## TASK PROMPT
If a line in the listing contains "overflow", copy it out whole.

# # # #

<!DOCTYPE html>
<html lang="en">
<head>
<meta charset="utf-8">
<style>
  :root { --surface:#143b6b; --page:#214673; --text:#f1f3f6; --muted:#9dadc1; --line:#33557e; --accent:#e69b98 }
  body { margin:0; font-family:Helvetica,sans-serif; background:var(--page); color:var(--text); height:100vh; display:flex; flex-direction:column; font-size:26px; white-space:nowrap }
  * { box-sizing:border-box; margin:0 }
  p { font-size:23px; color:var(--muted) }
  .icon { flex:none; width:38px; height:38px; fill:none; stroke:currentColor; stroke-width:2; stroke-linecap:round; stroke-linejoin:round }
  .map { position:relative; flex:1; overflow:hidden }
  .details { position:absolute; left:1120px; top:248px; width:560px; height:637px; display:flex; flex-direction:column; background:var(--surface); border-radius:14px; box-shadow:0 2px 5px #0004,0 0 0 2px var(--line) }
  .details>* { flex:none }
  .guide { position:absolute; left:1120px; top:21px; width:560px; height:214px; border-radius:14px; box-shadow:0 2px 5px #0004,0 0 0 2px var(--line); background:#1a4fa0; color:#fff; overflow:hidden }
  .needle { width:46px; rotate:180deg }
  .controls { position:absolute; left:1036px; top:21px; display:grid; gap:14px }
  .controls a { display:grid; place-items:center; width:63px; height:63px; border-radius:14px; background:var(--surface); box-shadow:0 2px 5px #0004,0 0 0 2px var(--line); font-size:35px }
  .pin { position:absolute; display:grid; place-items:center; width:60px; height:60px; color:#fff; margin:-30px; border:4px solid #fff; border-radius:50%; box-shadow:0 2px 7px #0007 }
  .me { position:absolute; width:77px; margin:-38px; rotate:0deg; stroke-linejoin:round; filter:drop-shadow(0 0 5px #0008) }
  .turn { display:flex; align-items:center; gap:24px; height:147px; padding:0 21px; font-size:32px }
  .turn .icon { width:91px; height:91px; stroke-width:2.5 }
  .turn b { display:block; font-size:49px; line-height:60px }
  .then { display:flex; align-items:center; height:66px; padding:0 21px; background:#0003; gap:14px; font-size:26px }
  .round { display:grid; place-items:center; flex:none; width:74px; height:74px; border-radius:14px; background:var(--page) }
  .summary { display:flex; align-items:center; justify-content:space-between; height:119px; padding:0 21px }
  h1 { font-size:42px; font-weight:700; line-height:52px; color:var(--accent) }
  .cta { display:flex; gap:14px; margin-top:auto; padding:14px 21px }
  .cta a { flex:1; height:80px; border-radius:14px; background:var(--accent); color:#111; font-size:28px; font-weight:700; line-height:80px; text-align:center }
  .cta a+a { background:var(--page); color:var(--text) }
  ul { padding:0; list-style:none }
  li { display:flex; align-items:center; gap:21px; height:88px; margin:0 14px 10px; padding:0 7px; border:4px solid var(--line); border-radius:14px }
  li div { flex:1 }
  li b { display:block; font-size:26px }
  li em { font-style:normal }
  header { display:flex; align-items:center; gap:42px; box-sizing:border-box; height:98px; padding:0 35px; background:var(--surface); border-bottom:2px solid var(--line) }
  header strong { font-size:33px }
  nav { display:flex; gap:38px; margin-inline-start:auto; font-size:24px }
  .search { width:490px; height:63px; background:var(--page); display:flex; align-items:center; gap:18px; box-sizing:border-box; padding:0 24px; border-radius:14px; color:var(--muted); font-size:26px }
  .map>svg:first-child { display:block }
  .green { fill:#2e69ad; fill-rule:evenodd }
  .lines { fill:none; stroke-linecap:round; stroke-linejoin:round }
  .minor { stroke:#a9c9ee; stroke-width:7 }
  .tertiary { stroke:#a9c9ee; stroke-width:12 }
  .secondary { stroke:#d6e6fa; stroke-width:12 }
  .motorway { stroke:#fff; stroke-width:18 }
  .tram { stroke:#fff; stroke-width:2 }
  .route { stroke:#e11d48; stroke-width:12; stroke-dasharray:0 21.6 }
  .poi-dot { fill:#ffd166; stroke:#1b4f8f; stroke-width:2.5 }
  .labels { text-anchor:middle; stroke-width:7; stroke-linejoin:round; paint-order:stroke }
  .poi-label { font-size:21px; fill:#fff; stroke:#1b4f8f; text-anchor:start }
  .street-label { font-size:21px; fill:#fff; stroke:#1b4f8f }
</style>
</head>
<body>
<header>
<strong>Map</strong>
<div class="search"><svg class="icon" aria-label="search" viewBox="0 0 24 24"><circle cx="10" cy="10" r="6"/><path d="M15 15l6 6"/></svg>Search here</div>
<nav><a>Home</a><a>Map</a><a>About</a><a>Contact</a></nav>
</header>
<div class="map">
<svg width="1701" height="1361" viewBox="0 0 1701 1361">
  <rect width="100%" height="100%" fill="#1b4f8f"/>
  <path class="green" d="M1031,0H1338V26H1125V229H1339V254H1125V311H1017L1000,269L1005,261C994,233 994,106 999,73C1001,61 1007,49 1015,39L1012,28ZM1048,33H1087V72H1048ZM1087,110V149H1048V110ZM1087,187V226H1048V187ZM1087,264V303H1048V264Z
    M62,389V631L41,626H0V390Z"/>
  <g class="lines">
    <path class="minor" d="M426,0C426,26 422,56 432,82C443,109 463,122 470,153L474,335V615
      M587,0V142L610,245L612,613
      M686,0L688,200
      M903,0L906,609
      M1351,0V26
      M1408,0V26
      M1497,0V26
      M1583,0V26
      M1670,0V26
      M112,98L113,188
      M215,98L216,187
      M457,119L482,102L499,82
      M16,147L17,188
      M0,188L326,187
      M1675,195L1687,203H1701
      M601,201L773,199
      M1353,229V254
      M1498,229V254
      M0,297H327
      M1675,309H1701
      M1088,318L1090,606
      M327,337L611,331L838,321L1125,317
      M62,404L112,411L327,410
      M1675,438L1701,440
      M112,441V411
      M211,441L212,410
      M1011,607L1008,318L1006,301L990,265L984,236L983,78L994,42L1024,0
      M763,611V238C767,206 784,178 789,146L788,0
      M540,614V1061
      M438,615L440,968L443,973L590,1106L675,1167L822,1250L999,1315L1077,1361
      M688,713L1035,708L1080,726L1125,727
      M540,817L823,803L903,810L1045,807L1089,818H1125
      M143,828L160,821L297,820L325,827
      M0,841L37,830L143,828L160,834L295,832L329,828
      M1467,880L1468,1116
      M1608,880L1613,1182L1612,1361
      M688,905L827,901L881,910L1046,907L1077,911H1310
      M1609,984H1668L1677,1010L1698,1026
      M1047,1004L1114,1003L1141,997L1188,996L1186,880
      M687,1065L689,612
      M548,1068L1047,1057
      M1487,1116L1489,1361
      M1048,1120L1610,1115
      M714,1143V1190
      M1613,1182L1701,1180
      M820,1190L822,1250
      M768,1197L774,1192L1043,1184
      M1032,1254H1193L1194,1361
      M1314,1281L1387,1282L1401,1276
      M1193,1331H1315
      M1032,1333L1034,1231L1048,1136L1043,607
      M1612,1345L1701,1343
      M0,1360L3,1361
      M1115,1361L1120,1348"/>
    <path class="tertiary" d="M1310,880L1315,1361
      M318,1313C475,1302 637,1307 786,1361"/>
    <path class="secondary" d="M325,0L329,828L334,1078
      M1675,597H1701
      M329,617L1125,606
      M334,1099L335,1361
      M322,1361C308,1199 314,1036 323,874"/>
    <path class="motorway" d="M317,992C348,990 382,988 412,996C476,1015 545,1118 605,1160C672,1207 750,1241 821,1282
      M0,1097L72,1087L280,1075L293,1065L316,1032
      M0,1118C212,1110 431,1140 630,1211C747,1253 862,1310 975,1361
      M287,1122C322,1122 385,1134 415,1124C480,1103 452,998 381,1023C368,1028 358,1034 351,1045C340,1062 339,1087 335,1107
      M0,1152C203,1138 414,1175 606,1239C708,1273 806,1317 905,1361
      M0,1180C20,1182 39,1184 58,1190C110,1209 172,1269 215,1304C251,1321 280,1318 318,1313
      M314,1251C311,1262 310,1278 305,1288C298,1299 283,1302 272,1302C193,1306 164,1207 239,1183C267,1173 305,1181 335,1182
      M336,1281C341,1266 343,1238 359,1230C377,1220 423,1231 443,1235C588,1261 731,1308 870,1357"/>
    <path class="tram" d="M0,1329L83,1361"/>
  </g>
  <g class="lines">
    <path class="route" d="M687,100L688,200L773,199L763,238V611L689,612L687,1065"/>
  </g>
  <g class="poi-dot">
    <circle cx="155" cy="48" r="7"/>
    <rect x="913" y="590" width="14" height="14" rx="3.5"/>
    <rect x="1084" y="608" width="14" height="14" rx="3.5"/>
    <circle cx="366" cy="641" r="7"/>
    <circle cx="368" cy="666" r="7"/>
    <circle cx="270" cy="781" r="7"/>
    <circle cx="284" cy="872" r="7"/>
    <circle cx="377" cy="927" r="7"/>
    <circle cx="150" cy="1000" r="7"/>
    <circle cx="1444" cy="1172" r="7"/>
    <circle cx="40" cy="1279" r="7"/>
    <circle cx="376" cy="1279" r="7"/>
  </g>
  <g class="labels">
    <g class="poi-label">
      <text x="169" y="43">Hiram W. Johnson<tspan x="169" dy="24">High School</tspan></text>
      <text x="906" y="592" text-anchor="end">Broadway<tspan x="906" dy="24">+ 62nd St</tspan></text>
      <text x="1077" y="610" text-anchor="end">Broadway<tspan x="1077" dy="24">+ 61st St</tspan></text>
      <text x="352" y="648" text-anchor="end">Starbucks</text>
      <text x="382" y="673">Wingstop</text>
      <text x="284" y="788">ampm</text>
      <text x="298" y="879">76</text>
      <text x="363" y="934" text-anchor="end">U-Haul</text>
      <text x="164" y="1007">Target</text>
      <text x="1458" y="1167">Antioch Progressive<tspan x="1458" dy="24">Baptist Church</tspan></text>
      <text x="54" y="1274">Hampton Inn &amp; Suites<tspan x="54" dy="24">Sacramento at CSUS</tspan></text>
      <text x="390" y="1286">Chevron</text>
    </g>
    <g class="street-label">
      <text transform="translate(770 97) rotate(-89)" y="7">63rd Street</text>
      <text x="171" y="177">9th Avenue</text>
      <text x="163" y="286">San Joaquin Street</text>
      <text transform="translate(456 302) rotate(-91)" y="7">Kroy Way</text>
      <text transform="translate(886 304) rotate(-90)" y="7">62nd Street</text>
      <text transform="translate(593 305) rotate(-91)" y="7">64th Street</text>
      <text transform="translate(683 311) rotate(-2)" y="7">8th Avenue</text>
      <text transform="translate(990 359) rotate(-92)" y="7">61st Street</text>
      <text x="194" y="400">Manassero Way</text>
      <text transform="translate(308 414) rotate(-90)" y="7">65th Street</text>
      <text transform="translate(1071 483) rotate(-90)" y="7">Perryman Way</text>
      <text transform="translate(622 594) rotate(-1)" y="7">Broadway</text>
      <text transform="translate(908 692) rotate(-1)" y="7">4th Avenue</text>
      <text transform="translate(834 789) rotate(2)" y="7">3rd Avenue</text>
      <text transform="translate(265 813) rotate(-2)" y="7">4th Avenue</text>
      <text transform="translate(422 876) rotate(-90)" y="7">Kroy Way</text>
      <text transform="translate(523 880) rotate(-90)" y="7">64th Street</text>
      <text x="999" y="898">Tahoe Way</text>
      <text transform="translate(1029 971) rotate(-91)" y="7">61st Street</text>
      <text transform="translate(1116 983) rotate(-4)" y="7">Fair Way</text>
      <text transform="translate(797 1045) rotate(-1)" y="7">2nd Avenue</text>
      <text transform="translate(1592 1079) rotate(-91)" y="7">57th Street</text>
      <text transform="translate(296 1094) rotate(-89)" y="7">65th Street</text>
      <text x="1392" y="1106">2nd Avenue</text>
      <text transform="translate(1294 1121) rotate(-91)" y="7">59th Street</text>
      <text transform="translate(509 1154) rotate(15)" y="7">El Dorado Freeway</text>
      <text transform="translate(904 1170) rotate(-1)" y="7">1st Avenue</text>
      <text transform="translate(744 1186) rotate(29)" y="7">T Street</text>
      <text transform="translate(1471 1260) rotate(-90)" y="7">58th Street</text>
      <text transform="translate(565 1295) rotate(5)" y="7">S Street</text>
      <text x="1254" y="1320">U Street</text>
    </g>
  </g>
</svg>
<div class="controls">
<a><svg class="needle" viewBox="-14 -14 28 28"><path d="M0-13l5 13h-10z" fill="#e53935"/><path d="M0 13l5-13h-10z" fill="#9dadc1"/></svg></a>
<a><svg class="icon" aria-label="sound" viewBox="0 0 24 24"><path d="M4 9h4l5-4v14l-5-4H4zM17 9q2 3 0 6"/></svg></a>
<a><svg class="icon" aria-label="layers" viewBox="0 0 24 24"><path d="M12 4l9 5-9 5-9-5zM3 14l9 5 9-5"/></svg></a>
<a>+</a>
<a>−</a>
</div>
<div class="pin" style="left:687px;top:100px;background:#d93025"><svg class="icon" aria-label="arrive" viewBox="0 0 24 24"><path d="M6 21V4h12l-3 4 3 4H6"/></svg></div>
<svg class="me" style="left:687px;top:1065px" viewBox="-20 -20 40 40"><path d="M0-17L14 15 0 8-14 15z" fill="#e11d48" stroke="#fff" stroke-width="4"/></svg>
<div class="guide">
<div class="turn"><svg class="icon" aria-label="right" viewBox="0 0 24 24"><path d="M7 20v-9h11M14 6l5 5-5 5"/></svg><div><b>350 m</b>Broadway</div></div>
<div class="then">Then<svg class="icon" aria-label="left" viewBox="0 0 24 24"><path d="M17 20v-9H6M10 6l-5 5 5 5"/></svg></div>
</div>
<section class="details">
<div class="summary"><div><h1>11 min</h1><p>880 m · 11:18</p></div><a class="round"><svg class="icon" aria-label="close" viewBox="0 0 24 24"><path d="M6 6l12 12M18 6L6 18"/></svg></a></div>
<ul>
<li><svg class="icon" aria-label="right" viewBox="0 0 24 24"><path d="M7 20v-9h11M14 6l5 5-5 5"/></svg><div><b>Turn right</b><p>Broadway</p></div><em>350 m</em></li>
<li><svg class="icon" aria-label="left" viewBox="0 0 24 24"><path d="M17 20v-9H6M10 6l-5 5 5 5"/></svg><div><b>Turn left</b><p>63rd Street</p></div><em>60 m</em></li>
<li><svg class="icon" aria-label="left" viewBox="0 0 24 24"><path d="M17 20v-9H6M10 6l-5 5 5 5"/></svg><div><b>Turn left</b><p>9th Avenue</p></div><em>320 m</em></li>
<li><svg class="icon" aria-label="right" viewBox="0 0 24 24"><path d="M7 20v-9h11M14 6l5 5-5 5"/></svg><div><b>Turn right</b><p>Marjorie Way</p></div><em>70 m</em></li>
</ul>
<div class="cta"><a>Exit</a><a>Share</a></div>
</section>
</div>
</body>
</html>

# # # #

## RESPONSE TO THE TASK
  .map { position:relative; flex:1; overflow:hidden }
  .guide { position:absolute; left:1120px; top:21px; width:560px; height:214px; border-radius:14px; box-shadow:0 2px 5px #0004,0 0 0 2px var(--line); background:#1a4fa0; color:#fff; overflow:hidden }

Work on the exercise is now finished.